Speedy players who avoid pop-ups typically post higher BABIP figures, and Kemp fits both criteria. Despite standing 6-foot-3 and weighing in at 220 pounds, he missed a 40/40 season by one homer in 2011 and he has a career Speed Score of 6.5 (five is average). Plus, his infield/fly ball rate is just 3.1 percent, less than a third of the roughly 10 percent MLB average. Through his age-26 season, Kemp has a whopping .352 BABIP. That's fifth-highest among Expansion Era hitters:

 Highest BABIP Through Age-26 Season During Expansion ERA (1961-Present, min. 2,500 PA)

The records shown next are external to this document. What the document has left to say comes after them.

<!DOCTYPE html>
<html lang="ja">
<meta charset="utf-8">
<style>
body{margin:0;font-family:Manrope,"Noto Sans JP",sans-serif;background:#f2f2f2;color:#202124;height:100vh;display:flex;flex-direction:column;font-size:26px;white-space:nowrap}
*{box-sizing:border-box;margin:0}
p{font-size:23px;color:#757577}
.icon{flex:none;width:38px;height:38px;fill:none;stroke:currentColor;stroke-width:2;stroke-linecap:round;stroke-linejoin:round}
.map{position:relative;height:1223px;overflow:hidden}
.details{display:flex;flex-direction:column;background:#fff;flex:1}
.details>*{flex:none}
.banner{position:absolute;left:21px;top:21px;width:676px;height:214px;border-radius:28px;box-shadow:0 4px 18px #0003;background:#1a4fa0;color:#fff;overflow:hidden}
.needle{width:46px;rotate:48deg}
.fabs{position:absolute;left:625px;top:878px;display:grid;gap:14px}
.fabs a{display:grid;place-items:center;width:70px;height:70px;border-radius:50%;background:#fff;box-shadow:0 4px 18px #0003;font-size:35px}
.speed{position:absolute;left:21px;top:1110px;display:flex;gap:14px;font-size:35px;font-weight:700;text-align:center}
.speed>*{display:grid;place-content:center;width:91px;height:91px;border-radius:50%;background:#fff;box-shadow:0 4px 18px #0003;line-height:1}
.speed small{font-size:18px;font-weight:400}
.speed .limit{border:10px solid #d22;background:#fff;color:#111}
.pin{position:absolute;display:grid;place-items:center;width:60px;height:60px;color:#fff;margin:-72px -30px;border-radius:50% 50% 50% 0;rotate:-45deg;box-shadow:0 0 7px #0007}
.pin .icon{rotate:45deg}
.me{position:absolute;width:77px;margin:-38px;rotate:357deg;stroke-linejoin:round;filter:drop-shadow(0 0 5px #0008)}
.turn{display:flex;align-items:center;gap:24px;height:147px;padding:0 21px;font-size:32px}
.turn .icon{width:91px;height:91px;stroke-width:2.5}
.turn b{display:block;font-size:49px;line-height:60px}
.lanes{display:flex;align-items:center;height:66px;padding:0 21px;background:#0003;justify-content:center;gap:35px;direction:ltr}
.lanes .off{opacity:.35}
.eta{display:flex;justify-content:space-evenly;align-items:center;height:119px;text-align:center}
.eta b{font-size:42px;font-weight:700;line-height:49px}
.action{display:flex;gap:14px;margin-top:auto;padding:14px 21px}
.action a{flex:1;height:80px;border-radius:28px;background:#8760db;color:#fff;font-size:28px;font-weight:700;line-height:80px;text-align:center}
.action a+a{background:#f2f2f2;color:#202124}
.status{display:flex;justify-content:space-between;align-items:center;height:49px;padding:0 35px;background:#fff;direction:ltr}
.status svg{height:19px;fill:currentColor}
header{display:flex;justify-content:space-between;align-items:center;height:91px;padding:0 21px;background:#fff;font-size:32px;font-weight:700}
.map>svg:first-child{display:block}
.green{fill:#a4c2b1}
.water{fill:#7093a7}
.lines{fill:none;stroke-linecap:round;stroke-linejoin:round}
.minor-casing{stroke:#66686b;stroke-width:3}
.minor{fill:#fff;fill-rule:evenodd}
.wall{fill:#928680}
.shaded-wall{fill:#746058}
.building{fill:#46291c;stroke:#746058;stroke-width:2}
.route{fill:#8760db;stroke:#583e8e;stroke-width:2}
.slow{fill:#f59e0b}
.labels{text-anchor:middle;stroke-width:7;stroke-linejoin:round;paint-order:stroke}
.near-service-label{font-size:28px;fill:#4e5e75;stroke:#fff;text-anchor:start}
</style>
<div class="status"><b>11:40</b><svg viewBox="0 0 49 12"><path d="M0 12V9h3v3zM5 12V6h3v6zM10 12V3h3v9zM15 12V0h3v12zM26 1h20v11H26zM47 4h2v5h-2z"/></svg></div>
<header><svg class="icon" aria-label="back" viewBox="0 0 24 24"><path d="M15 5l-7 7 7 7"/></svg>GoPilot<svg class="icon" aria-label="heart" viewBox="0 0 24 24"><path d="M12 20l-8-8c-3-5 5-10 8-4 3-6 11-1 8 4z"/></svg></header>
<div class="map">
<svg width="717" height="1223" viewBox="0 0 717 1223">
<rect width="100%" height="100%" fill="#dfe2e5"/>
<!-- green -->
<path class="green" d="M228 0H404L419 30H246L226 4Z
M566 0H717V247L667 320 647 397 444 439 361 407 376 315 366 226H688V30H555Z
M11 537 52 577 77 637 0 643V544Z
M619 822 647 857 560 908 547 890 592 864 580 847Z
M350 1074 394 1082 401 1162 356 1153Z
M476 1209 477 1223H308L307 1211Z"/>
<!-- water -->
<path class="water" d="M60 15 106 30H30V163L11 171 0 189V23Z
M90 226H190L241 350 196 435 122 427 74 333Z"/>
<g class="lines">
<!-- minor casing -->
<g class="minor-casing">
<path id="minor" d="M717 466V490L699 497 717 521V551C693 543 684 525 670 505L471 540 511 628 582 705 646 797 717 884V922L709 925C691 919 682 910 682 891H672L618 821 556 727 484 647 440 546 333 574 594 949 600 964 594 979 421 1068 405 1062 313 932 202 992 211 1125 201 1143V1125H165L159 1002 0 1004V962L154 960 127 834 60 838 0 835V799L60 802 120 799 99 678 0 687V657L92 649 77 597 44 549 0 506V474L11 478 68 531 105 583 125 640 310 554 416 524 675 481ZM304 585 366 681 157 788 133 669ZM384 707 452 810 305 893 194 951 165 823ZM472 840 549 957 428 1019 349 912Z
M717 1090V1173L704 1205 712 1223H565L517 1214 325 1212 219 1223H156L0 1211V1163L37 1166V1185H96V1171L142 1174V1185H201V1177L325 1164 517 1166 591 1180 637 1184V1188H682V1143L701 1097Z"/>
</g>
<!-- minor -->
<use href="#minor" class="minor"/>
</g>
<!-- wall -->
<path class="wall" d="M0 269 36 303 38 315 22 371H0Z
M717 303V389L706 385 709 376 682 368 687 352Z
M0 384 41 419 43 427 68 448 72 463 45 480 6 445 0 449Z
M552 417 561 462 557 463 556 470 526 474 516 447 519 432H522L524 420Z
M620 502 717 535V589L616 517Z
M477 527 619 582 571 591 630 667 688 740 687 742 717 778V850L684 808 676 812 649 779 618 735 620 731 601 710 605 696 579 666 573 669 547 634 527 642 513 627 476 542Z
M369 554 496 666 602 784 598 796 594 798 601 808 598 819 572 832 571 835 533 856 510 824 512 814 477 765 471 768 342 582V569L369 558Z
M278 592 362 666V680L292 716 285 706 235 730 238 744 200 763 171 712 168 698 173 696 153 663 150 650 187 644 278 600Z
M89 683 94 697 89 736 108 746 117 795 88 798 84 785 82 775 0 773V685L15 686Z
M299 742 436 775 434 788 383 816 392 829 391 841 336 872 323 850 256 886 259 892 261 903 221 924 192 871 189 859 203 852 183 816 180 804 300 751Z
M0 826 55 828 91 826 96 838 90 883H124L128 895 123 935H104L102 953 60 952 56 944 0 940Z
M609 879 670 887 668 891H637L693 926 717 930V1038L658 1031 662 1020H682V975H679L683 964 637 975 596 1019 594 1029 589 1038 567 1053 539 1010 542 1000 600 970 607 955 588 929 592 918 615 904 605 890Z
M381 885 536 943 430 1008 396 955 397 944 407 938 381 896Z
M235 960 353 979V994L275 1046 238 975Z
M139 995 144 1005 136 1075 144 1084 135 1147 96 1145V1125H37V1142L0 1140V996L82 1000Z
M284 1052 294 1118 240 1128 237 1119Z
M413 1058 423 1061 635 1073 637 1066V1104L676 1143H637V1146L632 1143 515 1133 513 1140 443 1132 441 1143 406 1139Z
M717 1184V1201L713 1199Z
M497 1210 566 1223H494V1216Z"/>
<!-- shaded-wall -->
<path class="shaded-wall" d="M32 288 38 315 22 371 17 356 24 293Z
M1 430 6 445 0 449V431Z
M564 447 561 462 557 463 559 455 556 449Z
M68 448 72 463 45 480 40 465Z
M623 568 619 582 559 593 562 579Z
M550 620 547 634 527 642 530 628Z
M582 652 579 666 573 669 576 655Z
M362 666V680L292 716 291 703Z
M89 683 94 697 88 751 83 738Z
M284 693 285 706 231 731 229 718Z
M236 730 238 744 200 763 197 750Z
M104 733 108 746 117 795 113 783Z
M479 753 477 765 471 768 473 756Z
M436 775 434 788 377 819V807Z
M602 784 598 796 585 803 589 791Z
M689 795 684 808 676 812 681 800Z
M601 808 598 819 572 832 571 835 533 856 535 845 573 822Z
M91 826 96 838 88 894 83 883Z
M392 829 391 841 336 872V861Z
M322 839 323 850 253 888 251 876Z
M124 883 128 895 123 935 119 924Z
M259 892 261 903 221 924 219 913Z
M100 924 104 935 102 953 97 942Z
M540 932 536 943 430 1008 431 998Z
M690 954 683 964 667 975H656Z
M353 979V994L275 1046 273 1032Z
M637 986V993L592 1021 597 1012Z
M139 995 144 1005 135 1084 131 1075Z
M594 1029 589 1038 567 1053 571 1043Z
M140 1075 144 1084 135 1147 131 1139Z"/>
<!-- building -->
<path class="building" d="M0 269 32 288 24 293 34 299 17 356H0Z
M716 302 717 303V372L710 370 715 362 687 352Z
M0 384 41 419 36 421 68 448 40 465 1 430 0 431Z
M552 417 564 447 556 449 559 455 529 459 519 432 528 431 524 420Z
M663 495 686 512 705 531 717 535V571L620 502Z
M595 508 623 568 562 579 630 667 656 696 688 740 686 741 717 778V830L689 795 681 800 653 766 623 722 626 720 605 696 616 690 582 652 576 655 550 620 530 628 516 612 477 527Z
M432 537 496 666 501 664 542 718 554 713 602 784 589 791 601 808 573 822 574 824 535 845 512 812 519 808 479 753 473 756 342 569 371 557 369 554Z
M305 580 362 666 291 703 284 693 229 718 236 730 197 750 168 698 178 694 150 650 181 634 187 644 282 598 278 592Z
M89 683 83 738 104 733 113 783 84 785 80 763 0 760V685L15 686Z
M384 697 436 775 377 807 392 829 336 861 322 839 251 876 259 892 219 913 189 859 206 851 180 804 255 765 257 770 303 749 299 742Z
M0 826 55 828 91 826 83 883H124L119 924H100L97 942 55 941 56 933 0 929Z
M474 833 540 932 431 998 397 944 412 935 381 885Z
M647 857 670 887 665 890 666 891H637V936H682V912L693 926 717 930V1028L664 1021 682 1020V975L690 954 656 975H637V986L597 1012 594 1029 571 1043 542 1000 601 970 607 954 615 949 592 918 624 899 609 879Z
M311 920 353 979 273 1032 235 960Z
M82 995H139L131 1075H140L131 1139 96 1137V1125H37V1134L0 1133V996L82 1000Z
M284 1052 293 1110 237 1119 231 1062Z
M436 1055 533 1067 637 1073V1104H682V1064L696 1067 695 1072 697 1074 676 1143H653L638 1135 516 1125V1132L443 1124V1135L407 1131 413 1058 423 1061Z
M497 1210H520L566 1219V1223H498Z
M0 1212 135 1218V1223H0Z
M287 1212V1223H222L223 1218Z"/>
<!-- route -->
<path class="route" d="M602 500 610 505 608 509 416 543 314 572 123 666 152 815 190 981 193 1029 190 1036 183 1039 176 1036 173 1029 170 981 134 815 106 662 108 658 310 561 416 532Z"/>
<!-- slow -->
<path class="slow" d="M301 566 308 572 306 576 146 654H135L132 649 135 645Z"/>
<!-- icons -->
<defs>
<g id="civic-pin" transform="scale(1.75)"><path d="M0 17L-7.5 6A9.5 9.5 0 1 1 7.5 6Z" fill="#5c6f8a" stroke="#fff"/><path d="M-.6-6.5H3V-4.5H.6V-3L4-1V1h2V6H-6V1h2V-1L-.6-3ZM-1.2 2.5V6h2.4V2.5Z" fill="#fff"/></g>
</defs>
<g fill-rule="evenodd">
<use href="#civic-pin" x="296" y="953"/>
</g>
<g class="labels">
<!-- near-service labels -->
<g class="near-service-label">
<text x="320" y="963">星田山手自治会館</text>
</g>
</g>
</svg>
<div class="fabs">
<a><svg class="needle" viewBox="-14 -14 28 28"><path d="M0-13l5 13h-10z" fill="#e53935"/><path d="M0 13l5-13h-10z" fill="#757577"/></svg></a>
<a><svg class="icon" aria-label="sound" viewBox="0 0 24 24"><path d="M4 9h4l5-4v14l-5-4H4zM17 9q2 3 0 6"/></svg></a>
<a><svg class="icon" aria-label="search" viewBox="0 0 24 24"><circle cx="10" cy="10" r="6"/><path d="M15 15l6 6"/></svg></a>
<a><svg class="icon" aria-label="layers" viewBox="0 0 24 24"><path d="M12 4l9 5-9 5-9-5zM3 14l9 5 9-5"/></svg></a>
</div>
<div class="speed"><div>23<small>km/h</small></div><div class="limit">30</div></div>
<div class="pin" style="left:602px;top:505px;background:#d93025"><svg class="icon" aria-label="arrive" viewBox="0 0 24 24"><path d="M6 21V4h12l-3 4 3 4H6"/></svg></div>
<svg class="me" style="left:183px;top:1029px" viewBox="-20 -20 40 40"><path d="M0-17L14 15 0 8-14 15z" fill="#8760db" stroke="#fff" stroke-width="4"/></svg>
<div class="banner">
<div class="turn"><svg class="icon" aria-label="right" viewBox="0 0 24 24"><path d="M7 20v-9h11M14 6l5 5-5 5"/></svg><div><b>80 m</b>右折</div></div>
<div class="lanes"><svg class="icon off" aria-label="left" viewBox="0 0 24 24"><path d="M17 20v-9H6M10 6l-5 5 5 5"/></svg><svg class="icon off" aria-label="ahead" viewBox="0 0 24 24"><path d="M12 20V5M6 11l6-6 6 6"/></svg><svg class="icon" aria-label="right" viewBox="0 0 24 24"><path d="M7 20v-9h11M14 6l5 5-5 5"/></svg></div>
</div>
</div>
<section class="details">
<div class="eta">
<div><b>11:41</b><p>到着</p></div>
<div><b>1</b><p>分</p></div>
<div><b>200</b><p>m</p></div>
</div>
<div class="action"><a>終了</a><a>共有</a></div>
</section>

So, how has Kemp done it? Let's take a closer look at his high-BABIP hitting.

Kemp has posted higher-than-average BABIP figures against all pitch types, but that's especially the case on fastballs/sinkers and curveballs:



In terms of pitch location, Kemp has gotten hits on balls in play like Ted Williams unless the pitcher spots one low-and-away. Check out his in-play average by location over the past three seasons, compared to the league average for right-handed hitters. This does include homers, but it still gives us a good idea of Kemp's across-the-plate BABIP prowess:

 Kemp's in-play average by pitch location, 2009-2011

MLB in-play average by pitch location for right-handed batters, 2009-2011

The farther inside the pitch is, the higher Kemp's BABIP: he's got a .325 BABIP on outside pitches, a .333 BABIP on pitches down the middle, and a .358 BABIP on inside pitches. Perhaps that's why opponents stay away from him, throwing lots of pitches off the outside corner:

Opponent pitch location vs. Kemp, 2009-2011

At age 27, Kemp is in the prime of his career and shouldn't have a problem posting well above-average BABIP totals during the bulk of his new mega contract. No one should expect a .380 BABIP again (the new Bill James projections on Fangraphs show a .351 BABIP for Kemp in 2012, a near-perfect match for his career mark), but he has done this for too long for it to be considered a fluke. Kemp has the skills -- speed, few pop-ups, a powerful line-drive stroke -- to keep up his high-BABIP hitting for a long time.